Several studies have analysed gene expression profiles in RCC and examined their potential clinical relevance28,29,30,31. These signatures contained large numbers of genes that were detected by microarray or reverse transcriptase–PCR and, consequently, these signatures had limited use in clinical practice. In this study, we identified methylation level of five highly prognostic CpG sites by pyrosequencing from the FFPE material. Given the fewer number of markers, our classifier is both more feasible and cheaper compared with the prognostic signatures proposed in previous studies. The five-CpG-based classifier can accurately distinguish between patients with ccRCC, with substantially different clinical outcomes, even after adjustment for standard clinical prognostic factors, such as age, TNM stage, Fuhrman grade and necrosis status. We further performed international validation using data sets comprising patients from a site in the United States and MCHC, as well as patients in TCGA data set, who were also from multiple centres in the United States. The prognostic accuracy of the five-CpG-based classifier was similar in the three validation sets. The classifier was reproducible regardless of clinical centre, country or race and it can provide prognostic value that complements the clinical stage and the SSIGN score.
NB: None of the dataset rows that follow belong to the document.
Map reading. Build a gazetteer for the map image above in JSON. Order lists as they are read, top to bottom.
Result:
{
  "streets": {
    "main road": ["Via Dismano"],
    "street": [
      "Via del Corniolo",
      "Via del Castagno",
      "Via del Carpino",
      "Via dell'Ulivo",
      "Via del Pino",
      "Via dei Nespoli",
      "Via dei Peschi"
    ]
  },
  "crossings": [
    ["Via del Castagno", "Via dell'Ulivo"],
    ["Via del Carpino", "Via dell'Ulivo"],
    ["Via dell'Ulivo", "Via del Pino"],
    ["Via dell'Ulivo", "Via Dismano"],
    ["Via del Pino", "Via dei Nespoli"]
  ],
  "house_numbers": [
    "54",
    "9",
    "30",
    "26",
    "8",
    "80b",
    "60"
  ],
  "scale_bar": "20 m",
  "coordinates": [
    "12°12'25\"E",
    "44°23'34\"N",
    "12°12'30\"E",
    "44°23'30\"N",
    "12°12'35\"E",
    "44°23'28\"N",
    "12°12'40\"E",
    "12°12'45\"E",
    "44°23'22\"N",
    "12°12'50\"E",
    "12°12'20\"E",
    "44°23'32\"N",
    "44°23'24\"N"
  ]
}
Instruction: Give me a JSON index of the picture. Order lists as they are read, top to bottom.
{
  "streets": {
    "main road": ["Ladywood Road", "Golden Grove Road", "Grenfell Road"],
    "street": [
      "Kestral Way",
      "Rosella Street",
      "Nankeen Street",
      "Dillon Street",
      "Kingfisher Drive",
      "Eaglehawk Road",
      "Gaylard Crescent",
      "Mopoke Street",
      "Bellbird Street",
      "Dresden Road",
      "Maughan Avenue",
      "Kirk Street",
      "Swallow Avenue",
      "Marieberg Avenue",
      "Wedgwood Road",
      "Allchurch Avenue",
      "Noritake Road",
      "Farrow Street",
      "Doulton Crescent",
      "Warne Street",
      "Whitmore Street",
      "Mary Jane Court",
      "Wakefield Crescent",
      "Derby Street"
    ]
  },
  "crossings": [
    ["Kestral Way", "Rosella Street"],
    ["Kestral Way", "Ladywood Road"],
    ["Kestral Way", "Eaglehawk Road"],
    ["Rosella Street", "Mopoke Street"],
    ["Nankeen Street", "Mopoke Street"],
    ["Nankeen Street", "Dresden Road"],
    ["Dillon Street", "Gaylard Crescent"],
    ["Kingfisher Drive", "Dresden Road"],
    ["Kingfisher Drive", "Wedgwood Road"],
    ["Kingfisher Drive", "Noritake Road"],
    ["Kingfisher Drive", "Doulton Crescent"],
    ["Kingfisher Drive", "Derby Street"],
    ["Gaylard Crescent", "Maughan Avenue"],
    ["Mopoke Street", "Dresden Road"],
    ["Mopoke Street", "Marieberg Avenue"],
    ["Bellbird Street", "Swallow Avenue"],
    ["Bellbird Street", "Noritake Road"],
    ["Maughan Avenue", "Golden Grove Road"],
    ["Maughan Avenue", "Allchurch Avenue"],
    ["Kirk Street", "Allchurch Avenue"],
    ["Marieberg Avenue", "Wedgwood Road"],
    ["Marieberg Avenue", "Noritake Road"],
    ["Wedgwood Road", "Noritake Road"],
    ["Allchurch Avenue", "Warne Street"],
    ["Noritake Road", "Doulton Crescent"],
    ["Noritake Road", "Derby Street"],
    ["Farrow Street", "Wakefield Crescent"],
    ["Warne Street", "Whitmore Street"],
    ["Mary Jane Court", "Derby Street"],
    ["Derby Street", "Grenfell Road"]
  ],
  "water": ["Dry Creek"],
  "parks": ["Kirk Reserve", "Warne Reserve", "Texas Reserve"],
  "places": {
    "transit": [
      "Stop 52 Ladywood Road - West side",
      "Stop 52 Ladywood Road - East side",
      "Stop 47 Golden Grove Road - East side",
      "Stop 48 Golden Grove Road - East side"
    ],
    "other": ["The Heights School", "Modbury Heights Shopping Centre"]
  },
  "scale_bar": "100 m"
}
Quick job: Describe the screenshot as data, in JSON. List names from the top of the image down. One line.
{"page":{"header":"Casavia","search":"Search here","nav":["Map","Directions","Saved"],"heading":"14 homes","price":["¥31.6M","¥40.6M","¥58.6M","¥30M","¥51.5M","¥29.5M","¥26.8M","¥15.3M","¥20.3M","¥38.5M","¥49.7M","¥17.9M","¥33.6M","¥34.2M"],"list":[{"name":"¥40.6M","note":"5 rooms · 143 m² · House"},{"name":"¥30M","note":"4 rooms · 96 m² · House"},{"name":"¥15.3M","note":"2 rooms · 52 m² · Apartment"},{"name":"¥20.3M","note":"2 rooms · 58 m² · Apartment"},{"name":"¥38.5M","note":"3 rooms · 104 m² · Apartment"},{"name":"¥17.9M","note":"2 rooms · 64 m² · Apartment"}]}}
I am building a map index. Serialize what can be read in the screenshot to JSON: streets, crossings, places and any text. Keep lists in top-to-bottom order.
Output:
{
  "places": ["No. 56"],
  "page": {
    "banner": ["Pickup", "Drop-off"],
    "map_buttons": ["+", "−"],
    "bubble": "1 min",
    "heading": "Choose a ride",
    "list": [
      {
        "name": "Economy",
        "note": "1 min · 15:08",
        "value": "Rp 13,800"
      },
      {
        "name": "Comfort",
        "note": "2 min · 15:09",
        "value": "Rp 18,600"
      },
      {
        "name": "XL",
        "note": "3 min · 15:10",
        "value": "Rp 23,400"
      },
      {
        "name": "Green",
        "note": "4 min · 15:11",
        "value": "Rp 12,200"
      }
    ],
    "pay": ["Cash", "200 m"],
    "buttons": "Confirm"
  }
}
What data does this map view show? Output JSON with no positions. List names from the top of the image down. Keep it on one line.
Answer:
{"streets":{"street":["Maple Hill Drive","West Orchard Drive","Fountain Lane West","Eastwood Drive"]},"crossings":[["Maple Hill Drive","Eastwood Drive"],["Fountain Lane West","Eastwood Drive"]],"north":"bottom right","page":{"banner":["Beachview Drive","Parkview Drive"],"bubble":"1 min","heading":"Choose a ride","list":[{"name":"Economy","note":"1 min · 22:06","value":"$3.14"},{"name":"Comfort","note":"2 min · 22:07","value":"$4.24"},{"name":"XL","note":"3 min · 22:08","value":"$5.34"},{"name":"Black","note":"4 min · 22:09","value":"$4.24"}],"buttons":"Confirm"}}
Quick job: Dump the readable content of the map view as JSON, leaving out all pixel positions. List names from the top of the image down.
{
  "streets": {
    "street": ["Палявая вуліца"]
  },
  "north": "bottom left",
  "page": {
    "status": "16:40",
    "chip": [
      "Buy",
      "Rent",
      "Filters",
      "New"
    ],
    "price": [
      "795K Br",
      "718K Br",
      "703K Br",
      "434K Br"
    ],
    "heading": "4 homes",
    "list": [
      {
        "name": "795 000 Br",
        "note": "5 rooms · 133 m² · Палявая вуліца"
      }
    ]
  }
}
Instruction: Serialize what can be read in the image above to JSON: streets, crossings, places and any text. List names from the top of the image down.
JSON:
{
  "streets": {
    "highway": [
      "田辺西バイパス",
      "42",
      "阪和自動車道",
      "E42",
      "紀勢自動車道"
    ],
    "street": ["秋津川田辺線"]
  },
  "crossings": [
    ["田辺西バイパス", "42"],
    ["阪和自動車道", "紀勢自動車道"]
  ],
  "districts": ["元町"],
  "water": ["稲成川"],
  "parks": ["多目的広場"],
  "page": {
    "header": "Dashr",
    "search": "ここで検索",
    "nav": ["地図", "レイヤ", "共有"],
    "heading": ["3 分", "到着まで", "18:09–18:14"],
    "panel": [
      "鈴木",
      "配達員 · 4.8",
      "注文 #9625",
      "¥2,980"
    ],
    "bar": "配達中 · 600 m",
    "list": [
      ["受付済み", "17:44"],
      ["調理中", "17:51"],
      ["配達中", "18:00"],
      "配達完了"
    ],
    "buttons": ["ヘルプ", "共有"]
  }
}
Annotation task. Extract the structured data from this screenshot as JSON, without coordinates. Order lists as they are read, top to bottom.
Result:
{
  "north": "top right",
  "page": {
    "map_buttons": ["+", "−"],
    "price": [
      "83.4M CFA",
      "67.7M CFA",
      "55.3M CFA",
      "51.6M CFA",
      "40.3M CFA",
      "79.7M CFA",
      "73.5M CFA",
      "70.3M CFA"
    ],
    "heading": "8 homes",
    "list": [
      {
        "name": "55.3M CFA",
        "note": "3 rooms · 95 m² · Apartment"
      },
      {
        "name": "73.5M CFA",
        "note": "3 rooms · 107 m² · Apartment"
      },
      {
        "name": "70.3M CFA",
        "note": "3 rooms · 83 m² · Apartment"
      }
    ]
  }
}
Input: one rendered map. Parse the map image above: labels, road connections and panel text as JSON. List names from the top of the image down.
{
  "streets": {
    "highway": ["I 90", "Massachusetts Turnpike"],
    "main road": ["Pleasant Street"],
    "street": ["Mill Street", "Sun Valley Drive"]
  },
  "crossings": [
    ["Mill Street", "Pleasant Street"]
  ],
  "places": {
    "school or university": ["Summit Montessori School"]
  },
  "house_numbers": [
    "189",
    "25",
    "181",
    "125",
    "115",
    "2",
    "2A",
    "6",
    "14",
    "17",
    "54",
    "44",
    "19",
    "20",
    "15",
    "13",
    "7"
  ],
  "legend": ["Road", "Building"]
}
Five genes corresponded to the five CpGs identified in our study: FOXE3, PITX1, RIN1, TWF2 and EHBP1L1. DNA methylation of FOXE3 has been reported and validated as a diagnostic biomarker for paediatric acute lymphoblastic leukemia32. Hypermethylation of PITX1 and RIN1 has been described in human salivary gland adenoid cystic carcinoma and breast cancer, respectively33,34. TWF2 has been implicated in neurite outgrowth35. However, the function of EHBP1L1 remains unknown. Our pathway analysis results showed that these genes may play diverse roles in regulating ccRCC progression, including tumour immune response, cancer cell proliferation and epithelial-to-mesenchymal transition. Notably, these genes are all distributed at the periphery of the signalling network, in contrast to central network markers such as PTEN and TP53. This finding is similar to recent studies showing that epigenetic marker drift occurs preferentially in genes that occupy peripheral network positions of exceptionally low connectivity7,36,37.

In conclusion, the present study suggests the newly developed five-CpG-based classifier is a practical and powerful prognostic tool for ccRCC, which can provide prognostic value that complements the current staging system of ccRCC and will facilitate patient counselling, tailoring of follow-up protocols and selection for appropriate adjuvant trial designs.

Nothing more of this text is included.